(Source data)

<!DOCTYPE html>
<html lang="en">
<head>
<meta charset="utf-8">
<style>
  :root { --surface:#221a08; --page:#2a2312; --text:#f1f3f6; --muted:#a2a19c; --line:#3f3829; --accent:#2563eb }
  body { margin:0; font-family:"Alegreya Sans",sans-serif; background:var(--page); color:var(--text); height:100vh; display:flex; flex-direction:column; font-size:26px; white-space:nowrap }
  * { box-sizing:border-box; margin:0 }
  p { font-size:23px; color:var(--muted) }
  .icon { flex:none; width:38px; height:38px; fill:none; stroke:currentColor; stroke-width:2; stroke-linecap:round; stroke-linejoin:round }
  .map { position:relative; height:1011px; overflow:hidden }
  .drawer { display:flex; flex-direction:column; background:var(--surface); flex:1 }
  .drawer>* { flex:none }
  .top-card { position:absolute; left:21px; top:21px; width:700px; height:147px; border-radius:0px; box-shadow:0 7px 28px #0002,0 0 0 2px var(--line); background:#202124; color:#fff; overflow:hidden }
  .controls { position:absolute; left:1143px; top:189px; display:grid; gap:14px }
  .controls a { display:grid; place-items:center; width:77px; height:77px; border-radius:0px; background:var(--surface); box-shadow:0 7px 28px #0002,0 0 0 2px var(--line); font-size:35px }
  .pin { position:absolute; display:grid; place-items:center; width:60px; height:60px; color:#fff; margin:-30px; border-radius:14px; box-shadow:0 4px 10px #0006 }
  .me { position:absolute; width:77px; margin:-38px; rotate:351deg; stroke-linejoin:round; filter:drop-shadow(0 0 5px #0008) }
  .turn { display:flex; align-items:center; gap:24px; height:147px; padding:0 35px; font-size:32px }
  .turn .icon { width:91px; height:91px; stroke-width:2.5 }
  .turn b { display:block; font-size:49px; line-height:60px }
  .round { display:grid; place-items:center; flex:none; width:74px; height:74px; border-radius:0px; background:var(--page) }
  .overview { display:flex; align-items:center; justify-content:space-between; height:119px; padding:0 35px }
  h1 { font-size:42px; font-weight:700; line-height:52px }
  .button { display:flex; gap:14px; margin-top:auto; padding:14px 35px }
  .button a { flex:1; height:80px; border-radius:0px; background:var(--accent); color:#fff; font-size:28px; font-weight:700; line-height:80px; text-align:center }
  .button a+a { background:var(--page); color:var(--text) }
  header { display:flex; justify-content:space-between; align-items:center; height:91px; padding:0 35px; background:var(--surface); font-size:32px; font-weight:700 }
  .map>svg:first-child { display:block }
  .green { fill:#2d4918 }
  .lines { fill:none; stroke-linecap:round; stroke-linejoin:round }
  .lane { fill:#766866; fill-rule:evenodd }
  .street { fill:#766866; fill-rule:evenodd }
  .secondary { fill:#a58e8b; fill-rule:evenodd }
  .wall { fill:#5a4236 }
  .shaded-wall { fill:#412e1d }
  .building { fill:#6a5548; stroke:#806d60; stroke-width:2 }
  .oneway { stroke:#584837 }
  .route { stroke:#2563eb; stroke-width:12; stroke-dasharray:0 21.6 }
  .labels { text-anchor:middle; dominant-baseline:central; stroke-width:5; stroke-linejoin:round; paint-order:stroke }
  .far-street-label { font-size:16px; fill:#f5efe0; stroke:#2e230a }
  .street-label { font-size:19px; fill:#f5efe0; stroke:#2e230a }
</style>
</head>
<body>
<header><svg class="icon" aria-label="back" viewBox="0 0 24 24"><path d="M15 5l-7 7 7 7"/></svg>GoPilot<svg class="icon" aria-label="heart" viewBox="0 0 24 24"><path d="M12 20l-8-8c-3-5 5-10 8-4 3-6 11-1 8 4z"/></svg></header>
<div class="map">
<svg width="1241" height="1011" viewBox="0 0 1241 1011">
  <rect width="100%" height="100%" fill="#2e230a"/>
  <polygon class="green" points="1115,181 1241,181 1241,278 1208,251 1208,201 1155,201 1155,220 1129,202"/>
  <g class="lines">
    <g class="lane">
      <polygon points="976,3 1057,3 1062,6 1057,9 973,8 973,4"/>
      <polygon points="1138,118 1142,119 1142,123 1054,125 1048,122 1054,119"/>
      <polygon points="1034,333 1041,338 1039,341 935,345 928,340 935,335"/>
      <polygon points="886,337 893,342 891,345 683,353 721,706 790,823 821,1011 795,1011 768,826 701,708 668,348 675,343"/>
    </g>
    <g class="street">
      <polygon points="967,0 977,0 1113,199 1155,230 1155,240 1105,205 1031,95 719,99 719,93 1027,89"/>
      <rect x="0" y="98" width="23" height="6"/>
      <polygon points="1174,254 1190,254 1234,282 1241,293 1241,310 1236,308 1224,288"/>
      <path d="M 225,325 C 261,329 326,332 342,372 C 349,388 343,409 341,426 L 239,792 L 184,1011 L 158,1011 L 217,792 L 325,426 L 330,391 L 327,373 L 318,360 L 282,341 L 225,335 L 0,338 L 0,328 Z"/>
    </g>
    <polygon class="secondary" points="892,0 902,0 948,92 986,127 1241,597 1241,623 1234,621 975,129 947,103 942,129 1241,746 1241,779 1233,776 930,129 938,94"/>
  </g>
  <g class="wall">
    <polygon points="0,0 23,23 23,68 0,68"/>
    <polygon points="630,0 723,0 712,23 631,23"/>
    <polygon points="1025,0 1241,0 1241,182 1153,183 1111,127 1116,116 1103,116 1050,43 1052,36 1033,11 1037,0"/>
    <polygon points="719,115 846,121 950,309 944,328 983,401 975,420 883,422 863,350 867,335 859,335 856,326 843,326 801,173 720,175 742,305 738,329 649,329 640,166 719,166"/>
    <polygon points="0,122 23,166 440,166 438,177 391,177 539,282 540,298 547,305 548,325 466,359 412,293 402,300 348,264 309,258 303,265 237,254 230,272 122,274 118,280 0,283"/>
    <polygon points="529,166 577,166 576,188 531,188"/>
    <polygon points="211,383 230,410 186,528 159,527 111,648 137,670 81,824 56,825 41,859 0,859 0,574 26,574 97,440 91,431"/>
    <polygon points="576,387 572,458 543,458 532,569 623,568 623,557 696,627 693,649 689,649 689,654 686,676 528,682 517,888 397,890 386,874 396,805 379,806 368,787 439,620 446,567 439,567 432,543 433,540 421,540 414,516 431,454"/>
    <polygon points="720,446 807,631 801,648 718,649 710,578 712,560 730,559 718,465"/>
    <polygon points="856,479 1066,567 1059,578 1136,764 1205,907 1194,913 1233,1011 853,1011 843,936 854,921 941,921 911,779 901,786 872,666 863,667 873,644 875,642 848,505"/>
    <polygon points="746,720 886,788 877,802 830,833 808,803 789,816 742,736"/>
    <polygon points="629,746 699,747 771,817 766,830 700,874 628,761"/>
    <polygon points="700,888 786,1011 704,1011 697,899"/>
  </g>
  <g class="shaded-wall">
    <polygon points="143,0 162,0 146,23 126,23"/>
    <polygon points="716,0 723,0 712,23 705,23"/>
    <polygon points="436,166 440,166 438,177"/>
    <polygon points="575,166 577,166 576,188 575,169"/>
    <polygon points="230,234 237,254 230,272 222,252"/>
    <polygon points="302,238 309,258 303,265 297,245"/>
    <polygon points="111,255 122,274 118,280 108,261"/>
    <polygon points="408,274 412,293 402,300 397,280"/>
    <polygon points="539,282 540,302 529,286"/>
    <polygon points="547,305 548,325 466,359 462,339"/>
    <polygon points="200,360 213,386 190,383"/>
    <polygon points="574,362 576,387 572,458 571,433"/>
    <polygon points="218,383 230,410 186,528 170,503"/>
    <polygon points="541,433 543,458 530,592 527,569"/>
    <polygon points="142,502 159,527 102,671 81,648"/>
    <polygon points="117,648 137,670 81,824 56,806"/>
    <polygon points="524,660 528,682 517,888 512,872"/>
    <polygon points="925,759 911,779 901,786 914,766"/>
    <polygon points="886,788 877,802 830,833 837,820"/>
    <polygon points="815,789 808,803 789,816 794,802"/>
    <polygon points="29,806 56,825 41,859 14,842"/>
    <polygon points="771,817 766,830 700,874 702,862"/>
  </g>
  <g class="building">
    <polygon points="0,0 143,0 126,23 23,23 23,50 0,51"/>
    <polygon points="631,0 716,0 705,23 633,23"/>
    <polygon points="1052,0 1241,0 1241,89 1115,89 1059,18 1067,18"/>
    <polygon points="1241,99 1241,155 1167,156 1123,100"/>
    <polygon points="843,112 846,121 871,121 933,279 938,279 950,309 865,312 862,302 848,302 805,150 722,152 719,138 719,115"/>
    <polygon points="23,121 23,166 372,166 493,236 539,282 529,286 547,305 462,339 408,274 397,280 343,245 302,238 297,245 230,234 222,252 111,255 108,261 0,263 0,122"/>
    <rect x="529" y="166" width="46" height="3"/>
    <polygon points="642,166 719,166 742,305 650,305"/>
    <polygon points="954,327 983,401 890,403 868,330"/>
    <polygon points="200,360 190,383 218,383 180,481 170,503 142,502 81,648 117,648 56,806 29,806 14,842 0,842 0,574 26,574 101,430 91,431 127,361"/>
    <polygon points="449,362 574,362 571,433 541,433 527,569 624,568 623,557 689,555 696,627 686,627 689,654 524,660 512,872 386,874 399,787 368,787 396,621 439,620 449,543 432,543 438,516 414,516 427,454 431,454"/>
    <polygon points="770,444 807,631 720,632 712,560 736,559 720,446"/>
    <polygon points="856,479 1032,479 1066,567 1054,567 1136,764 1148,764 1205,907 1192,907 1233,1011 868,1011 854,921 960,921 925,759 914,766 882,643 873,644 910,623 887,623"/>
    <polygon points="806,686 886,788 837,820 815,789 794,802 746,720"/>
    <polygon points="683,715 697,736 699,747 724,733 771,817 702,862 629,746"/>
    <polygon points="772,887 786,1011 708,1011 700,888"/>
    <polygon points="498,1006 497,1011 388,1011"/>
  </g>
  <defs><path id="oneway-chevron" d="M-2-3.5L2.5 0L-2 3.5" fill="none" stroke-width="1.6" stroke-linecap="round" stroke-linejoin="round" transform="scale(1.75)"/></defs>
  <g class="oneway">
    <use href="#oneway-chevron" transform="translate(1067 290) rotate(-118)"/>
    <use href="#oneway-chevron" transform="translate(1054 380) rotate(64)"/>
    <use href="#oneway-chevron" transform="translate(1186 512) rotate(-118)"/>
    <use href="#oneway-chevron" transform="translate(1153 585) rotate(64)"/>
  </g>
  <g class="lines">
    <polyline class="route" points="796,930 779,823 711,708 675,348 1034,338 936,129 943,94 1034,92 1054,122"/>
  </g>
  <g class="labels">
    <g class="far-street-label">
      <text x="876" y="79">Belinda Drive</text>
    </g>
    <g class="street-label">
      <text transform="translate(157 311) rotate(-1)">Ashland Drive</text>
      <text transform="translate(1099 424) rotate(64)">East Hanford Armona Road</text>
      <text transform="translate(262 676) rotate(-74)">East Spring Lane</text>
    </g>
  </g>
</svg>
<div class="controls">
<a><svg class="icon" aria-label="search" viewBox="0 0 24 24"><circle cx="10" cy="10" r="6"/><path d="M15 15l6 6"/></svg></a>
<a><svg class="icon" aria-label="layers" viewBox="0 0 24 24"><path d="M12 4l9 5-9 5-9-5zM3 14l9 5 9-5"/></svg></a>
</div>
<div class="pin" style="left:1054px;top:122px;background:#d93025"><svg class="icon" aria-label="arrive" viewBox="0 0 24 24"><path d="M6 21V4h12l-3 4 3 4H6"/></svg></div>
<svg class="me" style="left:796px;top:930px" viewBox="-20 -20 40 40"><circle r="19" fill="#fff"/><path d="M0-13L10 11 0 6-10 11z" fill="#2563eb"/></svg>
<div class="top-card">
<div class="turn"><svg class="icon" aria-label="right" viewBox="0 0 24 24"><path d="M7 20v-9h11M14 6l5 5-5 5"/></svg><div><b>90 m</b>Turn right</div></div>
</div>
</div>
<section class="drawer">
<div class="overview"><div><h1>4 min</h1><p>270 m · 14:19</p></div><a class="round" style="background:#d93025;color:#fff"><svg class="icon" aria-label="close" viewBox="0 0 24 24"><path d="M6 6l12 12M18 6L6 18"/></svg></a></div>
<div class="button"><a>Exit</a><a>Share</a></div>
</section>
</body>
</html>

(End Source data)

### Directions
Would you please copy, word for word, everything above from the line containing "position:absolute; display:grid; place-items:center;" down to the line containing "position:absolute; width:77px; margin:-38px;", those two lines included?

### Solution below
  .pin { position:absolute; display:grid; place-items:center; width:60px; height:60px; color:#fff; margin:-30px; border-radius:14px; box-shadow:0 4px 10px #0006 }
  .me { position:absolute; width:77px; margin:-38px; rotate:351deg; stroke-linejoin:round; filter:drop-shadow(0 0 5px #0008) }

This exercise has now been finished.